**DIRECTIONS**:
An exact copy of the entries is required, with every image omitted.

(Collected data)
= Beginning of Section =
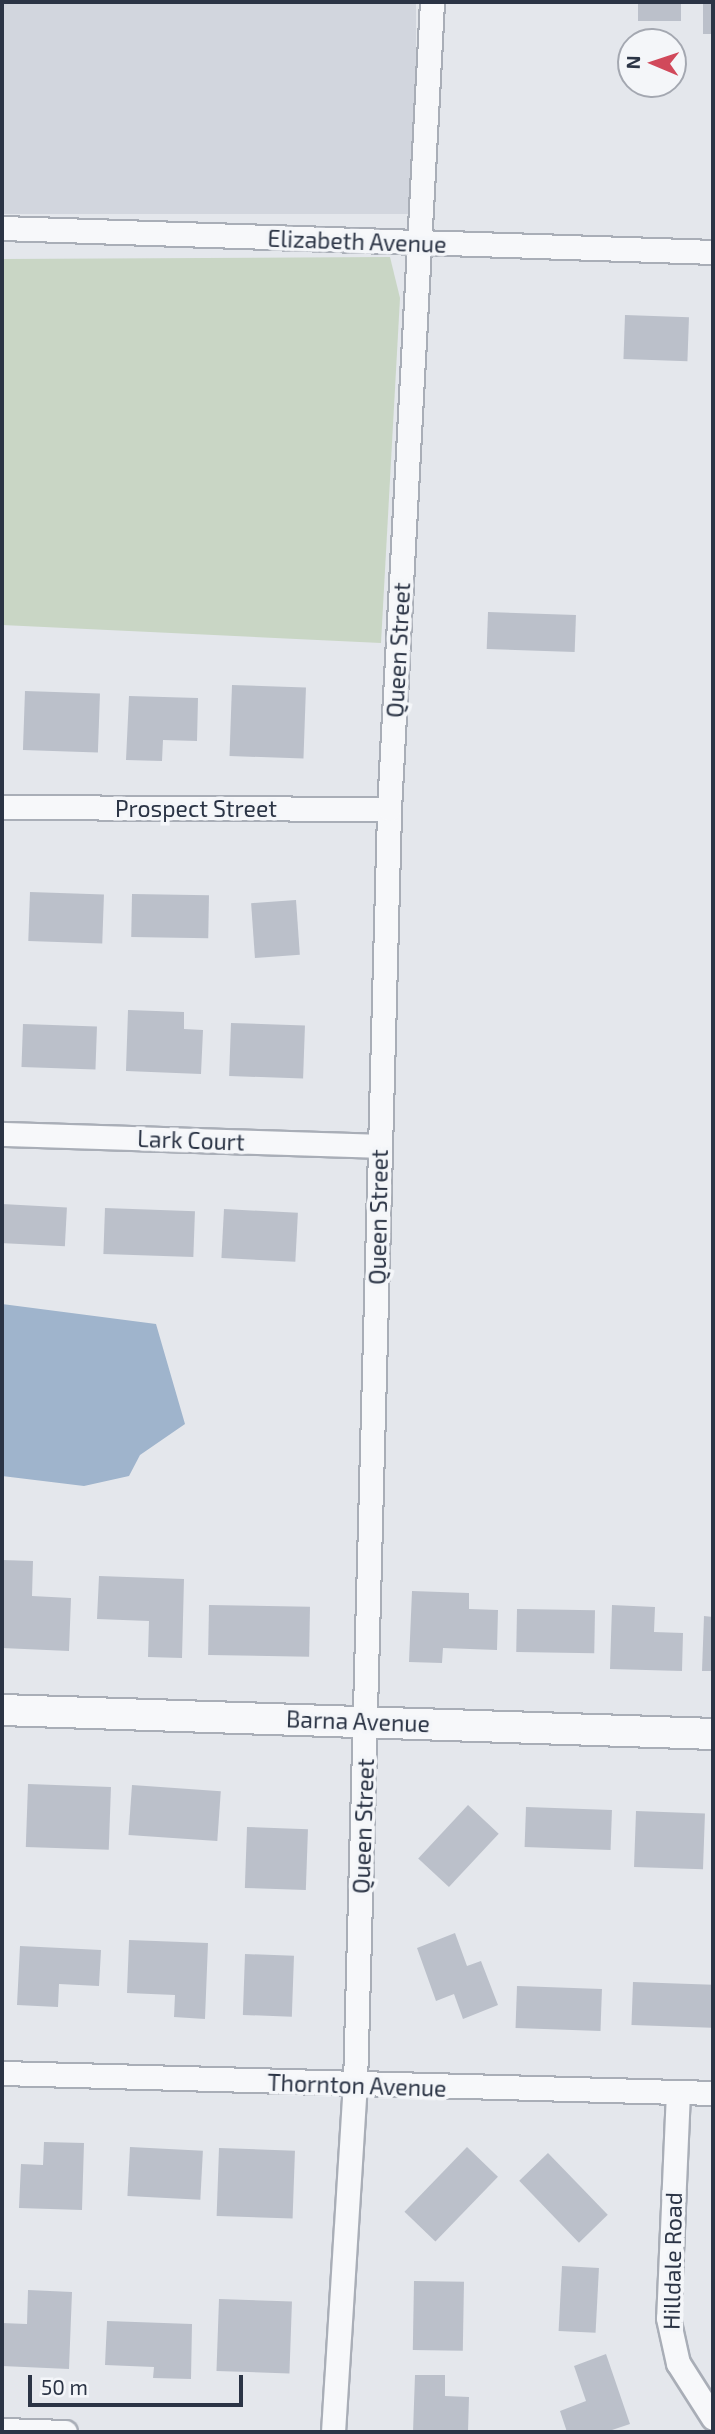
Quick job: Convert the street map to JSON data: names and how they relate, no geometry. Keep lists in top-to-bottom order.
{
  "streets": {
    "street": [
      "Elizabeth Avenue",
      "Queen Street",
      "Prospect Street",
      "Lark Court",
      "Barna Avenue",
      "Thornton Avenue",
      "Hilldale Road"
    ]
  },
  "crossings": [
    ["Elizabeth Avenue", "Queen Street"],
    ["Queen Street", "Prospect Street"],
    ["Queen Street", "Lark Court"],
    ["Queen Street", "Barna Avenue"],
    ["Queen Street", "Thornton Avenue"],
    ["Thornton Avenue", "Hilldale Road"]
  ],
  "scale_bar": "50 m",
  "north": "left"
}
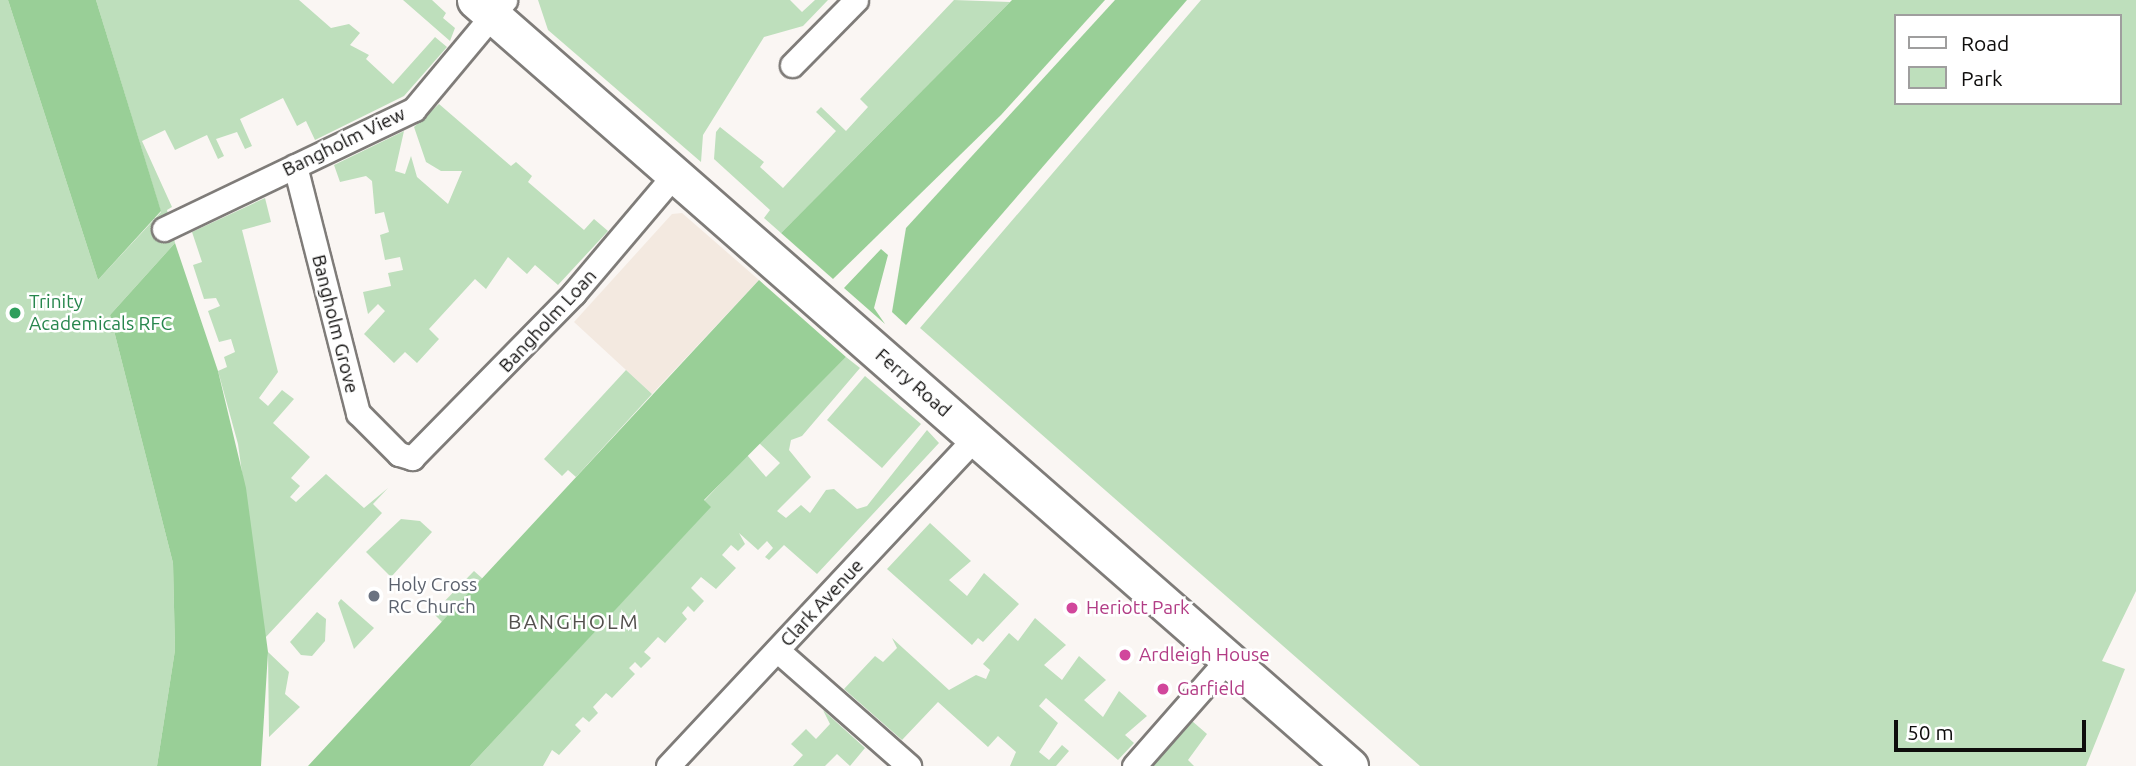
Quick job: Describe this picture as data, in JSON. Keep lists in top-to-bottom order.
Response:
{
  "streets": {
    "main road": ["Ferry Road"],
    "street": [
      "Bangholm View",
      "Bangholm Loan",
      "Bangholm Grove",
      "Clark Avenue"
    ]
  },
  "crossings": [
    ["Bangholm View", "Bangholm Grove"],
    ["Bangholm View", "Ferry Road"],
    ["Bangholm Loan", "Bangholm Grove"],
    ["Bangholm Loan", "Ferry Road"],
    ["Ferry Road", "Clark Avenue"]
  ],
  "districts": ["BANGHOLM"],
  "places": [
    "Trinity Academicals RFC",
    "Holy Cross RC Church",
    "Heriott Park",
    "Ardleigh House",
    "Garfield"
  ],
  "legend": ["Road", "Park"],
  "scale_bar": "50 m"
}
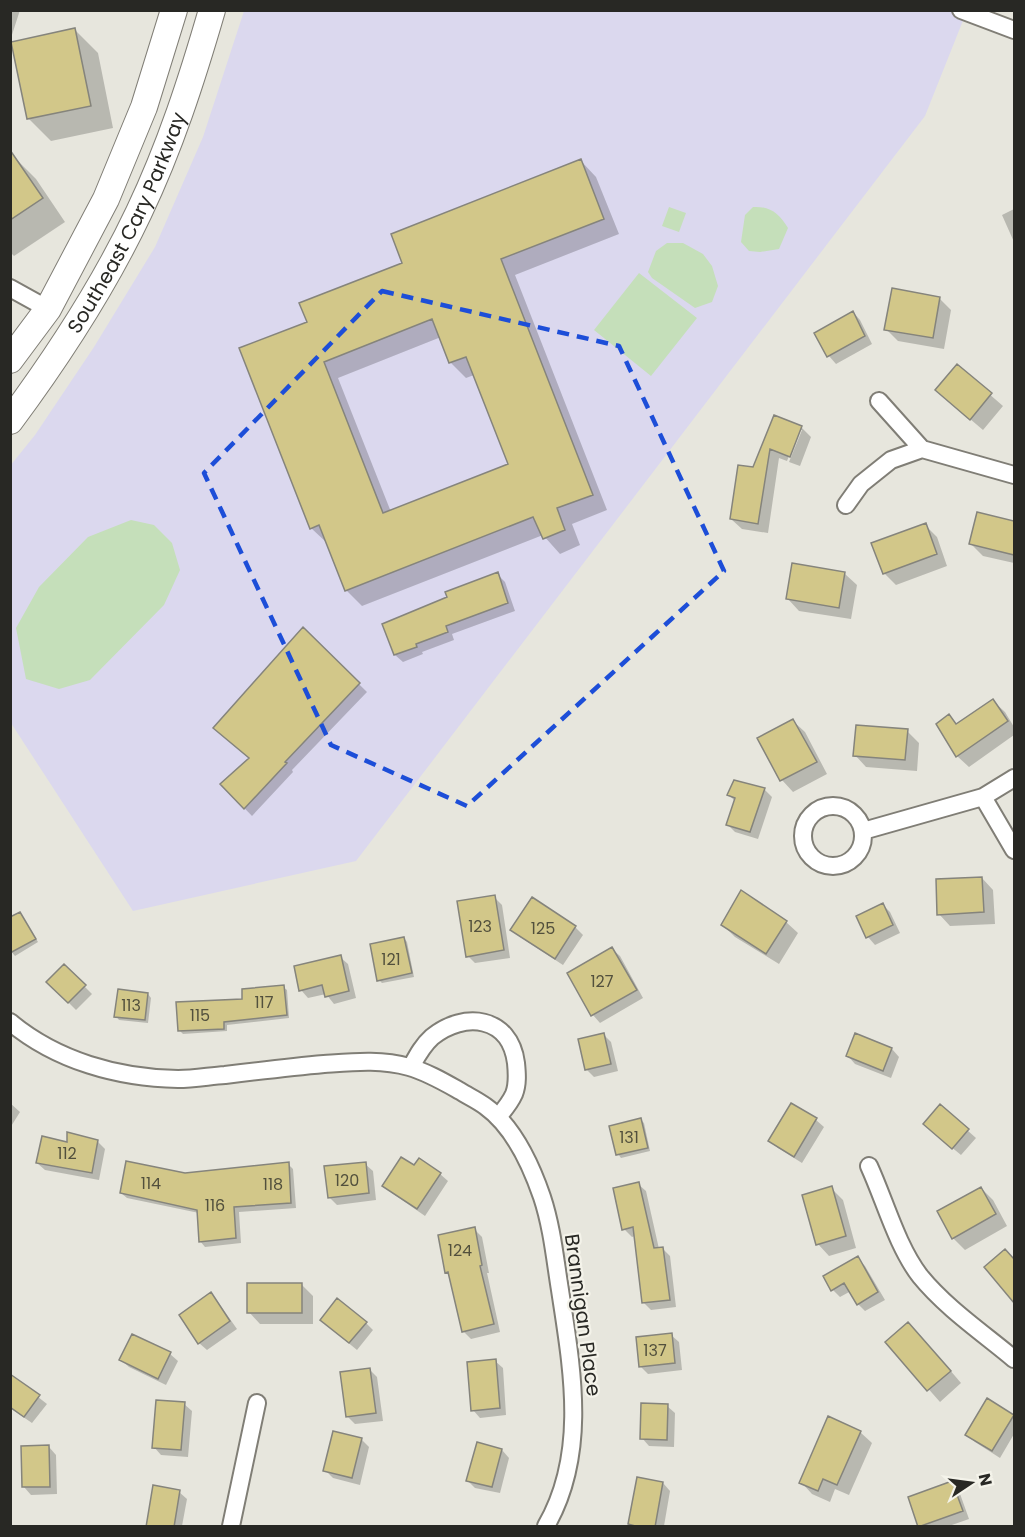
= End of Section =
**TASK OUTPUT**:
Quick job: Convert the street map to JSON data: names and how they relate, no geometry. Keep lists in top-to-bottom order.
{
  "streets": {
    "street": [
      "Elizabeth Avenue",
      "Queen Street",
      "Prospect Street",
      "Lark Court",
      "Barna Avenue",
      "Thornton Avenue",
      "Hilldale Road"
    ]
  },
  "crossings": [
    ["Elizabeth Avenue", "Queen Street"],
    ["Queen Street", "Prospect Street"],
    ["Queen Street", "Lark Court"],
    ["Queen Street", "Barna Avenue"],
    ["Queen Street", "Thornton Avenue"],
    ["Thornton Avenue", "Hilldale Road"]
  ],
  "scale_bar": "50 m",
  "north": "left"
}
Quick job: Describe this picture as data, in JSON. Keep lists in top-to-bottom order.
Response:
{
  "streets": {
    "main road": ["Ferry Road"],
    "street": [
      "Bangholm View",
      "Bangholm Loan",
      "Bangholm Grove",
      "Clark Avenue"
    ]
  },
  "crossings": [
    ["Bangholm View", "Bangholm Grove"],
    ["Bangholm View", "Ferry Road"],
    ["Bangholm Loan", "Bangholm Grove"],
    ["Bangholm Loan", "Ferry Road"],
    ["Ferry Road", "Clark Avenue"]
  ],
  "districts": ["BANGHOLM"],
  "places": [
    "Trinity Academicals RFC",
    "Holy Cross RC Church",
    "Heriott Park",
    "Ardleigh House",
    "Garfield"
  ],
  "legend": ["Road", "Park"],
  "scale_bar": "50 m"
}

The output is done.